A coding and decoding method using a merge mode with a motion vector difference, the method includes: Receive input data associated with the current block encoded and decoded in a bidirectional prediction mode, wherein the input data includes pixel data of the current block to be encoded on an encoder side or pixel data associated with the current block on a decoder side Encoded data to be decoded; Determine an extended merged motion vector for the current block, wherein the extended merged motion vector is derived by adding an offset selected from a first set of offsets to a base motion vector, and the selected offset is A merged motion vector difference (MMVD) is indicated, and wherein the merged motion vector difference is transmitted at the encoder side or parsed at the decoder side; and applying the extended merge MV to a reference frame associated with a higher weight of bidirectional prediction with codec unit-level weights; and The current block is encoded or decoded by using motion information including the extended merged motion vector.

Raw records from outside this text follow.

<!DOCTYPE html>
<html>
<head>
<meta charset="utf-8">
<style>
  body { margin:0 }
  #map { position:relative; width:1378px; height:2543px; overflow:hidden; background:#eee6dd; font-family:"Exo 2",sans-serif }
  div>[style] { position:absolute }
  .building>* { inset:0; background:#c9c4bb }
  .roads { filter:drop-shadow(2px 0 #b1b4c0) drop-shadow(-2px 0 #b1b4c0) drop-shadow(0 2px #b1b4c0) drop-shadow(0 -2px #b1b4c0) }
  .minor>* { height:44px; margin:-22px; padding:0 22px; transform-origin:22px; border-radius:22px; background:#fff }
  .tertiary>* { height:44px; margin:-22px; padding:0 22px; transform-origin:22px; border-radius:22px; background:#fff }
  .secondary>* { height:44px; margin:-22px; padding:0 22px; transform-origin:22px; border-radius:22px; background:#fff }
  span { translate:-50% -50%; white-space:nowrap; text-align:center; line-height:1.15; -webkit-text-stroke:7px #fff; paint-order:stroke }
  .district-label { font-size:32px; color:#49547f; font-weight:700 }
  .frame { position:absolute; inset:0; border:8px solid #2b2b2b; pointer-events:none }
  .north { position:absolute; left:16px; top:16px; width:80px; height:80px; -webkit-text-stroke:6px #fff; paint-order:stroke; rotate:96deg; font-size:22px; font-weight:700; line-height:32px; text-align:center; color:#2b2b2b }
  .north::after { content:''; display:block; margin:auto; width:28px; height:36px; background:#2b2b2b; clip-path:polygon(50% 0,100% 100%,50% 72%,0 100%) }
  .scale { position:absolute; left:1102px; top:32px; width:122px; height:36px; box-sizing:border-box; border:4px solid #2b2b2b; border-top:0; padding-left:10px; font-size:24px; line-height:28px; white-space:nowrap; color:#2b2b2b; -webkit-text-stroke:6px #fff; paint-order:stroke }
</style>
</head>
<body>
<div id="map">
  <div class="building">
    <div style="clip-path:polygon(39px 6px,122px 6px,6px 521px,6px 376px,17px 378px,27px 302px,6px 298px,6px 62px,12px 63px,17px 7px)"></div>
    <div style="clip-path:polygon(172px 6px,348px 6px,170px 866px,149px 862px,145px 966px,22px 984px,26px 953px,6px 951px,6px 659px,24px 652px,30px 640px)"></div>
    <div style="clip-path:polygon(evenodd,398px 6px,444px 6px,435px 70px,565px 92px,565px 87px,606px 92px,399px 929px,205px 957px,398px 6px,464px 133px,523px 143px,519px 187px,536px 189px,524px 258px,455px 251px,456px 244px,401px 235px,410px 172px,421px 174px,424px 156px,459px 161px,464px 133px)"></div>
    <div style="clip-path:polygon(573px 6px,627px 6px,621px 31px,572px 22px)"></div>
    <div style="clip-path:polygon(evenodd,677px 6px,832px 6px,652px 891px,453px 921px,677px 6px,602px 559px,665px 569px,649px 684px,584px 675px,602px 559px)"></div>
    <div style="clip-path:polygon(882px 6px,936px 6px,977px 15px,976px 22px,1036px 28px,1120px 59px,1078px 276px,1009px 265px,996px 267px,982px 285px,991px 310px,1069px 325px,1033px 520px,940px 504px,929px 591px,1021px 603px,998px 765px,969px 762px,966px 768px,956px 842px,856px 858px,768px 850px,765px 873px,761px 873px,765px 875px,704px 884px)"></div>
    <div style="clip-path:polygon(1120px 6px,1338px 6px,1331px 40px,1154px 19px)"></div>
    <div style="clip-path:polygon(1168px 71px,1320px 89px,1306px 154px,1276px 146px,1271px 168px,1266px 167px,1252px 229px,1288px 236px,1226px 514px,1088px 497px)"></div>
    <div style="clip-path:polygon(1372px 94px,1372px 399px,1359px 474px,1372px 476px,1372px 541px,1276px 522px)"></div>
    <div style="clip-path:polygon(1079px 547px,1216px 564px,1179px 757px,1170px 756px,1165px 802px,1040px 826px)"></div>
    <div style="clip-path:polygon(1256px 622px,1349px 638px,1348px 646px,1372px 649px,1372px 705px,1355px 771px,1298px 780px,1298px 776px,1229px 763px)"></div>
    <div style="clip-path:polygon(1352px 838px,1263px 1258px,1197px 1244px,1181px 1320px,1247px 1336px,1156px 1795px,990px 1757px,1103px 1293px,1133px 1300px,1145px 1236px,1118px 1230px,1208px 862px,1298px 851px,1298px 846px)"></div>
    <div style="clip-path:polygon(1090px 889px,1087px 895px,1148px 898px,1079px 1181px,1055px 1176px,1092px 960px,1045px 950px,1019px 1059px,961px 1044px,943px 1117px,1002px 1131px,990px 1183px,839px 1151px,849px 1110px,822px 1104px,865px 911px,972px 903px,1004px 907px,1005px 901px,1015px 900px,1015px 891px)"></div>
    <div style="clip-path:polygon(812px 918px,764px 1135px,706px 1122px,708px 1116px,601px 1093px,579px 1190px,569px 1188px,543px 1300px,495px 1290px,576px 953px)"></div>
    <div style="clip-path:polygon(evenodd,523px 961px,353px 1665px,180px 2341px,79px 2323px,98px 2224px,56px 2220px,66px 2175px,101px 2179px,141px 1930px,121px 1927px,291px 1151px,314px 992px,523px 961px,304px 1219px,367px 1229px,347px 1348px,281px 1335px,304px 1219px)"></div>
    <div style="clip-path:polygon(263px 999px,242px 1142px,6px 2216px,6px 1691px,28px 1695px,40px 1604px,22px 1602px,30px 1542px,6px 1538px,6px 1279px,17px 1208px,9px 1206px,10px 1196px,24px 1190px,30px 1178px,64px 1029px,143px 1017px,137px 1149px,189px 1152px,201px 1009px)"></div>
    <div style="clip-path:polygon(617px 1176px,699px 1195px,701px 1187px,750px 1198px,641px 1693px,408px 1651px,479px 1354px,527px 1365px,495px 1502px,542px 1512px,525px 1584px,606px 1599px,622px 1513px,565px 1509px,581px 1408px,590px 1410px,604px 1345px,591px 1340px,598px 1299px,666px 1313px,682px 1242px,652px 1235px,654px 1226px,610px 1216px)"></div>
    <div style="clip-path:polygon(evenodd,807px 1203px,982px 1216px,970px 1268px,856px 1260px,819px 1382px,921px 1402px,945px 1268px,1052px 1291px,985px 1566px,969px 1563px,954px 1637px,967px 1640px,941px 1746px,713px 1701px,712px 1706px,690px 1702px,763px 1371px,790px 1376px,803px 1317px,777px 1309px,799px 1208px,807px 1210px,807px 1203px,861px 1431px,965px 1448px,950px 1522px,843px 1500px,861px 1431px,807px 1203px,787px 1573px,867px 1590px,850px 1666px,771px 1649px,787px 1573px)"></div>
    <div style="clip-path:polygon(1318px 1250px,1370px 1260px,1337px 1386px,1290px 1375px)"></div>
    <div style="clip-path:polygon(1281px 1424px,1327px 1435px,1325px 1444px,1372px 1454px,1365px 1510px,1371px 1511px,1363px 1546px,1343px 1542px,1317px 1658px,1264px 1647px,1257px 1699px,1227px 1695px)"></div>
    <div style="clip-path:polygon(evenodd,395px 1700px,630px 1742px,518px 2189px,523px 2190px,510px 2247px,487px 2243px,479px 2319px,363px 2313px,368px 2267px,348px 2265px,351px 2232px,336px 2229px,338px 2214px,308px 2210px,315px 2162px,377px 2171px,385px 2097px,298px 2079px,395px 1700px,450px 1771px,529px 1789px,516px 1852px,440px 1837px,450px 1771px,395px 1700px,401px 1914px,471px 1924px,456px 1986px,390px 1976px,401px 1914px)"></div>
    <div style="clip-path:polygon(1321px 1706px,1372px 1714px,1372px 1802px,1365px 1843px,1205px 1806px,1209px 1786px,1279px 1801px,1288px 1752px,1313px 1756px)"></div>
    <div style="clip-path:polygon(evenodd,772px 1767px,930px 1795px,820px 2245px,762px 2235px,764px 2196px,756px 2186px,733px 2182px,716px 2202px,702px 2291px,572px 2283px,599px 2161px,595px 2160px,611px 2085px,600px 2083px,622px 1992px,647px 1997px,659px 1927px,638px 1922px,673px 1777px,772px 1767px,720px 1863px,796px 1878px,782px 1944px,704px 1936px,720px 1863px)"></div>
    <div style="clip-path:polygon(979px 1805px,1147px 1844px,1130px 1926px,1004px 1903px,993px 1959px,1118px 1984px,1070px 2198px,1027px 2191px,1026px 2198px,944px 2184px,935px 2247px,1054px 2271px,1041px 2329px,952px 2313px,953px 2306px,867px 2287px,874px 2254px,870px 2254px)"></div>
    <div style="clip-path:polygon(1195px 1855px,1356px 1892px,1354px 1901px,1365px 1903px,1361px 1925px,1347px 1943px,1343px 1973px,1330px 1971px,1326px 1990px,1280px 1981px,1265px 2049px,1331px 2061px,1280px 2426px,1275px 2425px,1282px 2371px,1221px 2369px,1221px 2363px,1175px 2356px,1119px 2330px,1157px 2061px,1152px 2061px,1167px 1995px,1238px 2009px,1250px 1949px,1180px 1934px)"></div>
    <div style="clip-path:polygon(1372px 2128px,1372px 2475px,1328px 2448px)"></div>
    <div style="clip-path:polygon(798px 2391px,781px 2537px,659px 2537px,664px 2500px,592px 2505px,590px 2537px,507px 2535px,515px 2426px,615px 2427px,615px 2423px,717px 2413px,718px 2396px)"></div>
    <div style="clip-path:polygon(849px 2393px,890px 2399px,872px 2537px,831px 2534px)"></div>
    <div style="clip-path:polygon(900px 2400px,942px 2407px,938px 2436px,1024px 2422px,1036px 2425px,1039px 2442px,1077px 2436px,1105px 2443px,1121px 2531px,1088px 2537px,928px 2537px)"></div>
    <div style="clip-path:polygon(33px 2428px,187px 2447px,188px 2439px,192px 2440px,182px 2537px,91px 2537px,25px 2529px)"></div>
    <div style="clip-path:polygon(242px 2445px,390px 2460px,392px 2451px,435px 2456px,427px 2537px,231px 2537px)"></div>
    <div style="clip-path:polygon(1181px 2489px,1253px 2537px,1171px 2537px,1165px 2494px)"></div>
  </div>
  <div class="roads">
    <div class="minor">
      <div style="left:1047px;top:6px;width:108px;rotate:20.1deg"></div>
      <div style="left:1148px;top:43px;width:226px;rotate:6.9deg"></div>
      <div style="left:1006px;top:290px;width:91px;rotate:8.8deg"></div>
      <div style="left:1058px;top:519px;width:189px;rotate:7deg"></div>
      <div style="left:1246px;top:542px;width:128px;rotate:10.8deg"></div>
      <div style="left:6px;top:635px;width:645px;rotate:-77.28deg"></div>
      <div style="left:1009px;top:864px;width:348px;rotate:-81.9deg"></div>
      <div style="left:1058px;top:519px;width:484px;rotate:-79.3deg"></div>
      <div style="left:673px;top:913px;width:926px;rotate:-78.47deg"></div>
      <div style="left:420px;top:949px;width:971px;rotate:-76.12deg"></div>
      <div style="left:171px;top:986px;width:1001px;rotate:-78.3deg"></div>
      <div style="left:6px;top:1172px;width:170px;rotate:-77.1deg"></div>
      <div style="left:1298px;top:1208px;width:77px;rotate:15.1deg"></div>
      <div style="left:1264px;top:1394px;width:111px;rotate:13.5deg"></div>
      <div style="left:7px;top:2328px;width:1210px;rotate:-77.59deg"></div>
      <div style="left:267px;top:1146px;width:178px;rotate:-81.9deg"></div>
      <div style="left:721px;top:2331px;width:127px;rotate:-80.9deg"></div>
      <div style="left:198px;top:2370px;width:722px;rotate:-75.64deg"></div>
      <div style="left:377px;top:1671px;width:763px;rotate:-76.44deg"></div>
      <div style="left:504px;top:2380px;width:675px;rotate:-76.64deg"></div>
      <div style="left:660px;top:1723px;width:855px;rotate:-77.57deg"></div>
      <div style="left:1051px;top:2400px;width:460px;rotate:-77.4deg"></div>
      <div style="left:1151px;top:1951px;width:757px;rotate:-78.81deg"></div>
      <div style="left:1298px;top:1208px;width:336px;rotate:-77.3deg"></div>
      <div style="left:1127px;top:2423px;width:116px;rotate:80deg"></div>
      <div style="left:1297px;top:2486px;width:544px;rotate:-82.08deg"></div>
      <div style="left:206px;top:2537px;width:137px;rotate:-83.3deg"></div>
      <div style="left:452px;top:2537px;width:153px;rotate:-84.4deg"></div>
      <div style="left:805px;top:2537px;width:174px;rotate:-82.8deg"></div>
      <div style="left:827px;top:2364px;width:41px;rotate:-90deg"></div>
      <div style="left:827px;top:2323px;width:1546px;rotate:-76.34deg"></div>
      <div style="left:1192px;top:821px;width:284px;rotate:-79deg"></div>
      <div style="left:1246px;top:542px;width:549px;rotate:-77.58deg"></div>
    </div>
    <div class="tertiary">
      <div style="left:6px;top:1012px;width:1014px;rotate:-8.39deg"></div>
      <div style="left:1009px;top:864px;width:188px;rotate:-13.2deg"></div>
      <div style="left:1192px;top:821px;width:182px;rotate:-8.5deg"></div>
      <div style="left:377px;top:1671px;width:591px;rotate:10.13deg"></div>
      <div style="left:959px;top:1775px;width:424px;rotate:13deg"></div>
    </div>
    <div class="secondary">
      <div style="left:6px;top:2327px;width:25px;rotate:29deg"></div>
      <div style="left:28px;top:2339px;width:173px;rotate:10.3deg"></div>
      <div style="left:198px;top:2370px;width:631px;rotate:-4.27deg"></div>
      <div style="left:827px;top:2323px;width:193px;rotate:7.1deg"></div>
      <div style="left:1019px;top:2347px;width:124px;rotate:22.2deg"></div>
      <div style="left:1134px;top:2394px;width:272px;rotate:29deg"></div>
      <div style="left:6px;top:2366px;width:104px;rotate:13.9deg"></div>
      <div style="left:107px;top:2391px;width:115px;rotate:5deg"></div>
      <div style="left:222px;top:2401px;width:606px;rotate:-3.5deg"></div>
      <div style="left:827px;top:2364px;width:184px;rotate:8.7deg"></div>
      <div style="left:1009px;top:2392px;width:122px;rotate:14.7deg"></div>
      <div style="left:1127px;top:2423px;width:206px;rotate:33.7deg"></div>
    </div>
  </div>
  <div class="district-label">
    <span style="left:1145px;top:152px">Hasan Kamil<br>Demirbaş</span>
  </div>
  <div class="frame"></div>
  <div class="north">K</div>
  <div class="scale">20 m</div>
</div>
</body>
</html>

A coding and decoding device using a merge mode with motion vector differences, the device comprising one or more electronic devices or processors arranged to: Receive input data associated with the current block encoded and decoded in a bidirectional prediction mode, wherein the input data includes pixel data of the current block to be encoded on an encoder side or pixel data associated with the current block on a decoder side Encoded data to be decoded; Determine an extended merged motion vector for the current block, wherein the extended merged motion vector is derived by adding an offset selected from a first set of offsets to a base motion vector, and the selected offset is A merged motion vector difference (MMVD) is indicated, and wherein the merged motion vector difference is transmitted at the encoder side or parsed at the decoder side; and applying the extended merge MV to a reference frame associated with a higher weight of bidirectional prediction with codec unit-level weights; and The current block is encoded or decoded by using motion information including the extended merged motion vector.